• **PROBLEM DETAILS**
Extract each line holding the word "index" from the entries.

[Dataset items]
□ □ □ □

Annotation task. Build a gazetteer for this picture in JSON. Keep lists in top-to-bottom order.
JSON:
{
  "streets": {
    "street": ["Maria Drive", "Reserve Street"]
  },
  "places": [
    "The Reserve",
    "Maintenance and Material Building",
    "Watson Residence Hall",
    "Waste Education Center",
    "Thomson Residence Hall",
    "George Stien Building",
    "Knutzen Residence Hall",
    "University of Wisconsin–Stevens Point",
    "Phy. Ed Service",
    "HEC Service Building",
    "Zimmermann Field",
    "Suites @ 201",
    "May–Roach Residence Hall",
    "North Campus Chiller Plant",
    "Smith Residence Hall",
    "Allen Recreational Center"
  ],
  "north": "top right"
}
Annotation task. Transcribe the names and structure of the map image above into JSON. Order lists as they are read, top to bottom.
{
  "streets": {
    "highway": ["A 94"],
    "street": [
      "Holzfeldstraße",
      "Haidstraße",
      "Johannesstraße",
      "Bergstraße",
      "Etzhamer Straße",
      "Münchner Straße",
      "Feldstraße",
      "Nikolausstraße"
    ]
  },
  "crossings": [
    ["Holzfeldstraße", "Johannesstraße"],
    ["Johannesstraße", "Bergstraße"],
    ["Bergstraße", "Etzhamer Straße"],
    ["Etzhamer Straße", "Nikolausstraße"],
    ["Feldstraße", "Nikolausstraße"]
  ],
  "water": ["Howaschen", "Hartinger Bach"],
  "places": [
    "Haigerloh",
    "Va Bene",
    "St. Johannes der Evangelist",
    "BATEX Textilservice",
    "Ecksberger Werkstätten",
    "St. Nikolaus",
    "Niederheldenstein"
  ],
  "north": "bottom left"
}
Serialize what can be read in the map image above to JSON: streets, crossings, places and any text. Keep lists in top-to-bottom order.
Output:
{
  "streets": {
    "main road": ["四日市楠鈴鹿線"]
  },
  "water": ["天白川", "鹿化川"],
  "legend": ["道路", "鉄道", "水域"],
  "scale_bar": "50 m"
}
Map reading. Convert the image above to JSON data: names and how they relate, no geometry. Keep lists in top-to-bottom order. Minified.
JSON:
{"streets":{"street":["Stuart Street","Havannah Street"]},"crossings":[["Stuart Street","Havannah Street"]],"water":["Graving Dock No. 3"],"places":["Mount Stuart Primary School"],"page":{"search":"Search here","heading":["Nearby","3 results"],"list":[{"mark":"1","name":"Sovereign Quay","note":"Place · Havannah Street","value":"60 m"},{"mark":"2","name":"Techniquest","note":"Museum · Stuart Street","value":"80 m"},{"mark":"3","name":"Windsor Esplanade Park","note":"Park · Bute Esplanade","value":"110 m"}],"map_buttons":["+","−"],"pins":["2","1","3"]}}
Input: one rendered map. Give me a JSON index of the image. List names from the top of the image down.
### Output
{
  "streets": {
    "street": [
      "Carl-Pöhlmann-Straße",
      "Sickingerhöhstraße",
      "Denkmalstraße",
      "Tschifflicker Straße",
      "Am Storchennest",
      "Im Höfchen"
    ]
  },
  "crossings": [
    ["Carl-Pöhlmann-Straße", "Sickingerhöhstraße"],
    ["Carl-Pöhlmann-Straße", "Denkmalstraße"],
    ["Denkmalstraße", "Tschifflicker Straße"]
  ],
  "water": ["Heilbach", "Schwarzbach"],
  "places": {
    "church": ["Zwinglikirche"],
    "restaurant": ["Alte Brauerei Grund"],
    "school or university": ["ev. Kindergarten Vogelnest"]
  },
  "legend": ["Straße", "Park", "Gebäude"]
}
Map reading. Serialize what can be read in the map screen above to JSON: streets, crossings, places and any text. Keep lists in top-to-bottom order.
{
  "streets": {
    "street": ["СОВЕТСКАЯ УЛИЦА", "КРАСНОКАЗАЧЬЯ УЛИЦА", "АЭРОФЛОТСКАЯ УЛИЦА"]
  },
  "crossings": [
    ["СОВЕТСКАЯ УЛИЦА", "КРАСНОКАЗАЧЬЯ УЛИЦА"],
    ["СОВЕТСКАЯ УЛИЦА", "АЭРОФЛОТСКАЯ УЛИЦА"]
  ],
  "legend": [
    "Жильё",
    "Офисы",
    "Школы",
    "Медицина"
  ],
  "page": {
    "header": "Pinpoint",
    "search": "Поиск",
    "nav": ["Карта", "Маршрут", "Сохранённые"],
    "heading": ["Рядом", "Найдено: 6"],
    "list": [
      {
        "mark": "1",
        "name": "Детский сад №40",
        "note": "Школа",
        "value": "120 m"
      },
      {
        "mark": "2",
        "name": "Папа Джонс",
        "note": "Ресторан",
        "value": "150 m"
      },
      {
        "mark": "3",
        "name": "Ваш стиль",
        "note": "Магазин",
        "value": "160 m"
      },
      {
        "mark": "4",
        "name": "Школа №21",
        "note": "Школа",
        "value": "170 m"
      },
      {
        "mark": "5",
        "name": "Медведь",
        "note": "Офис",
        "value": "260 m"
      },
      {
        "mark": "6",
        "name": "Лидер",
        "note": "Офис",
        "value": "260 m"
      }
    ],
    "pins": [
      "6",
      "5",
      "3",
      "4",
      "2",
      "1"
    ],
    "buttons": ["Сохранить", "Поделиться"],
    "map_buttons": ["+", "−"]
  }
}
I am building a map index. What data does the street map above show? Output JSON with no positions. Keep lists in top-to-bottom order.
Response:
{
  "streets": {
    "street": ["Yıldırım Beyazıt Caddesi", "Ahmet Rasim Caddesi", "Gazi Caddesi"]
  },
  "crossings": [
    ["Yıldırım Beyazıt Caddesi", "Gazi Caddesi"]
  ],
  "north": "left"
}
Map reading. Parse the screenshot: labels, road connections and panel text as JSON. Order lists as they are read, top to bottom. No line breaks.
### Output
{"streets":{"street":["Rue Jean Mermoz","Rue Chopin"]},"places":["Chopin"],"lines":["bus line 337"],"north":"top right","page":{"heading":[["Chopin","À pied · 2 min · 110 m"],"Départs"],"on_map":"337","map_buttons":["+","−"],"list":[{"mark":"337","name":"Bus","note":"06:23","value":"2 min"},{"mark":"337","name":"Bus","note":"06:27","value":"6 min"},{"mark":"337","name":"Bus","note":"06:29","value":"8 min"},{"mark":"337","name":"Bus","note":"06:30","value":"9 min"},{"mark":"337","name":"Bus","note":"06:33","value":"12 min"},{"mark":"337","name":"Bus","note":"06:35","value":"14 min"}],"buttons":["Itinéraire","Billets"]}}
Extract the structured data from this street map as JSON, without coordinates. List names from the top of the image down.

□ □ □ □

• **RESULT OF THIS TASK**
Input: one rendered map. Give me a JSON index of the image. List names from the top of the image down.
I am building a map index. What data does the street map above show? Output JSON with no positions. Keep lists in top-to-bottom order.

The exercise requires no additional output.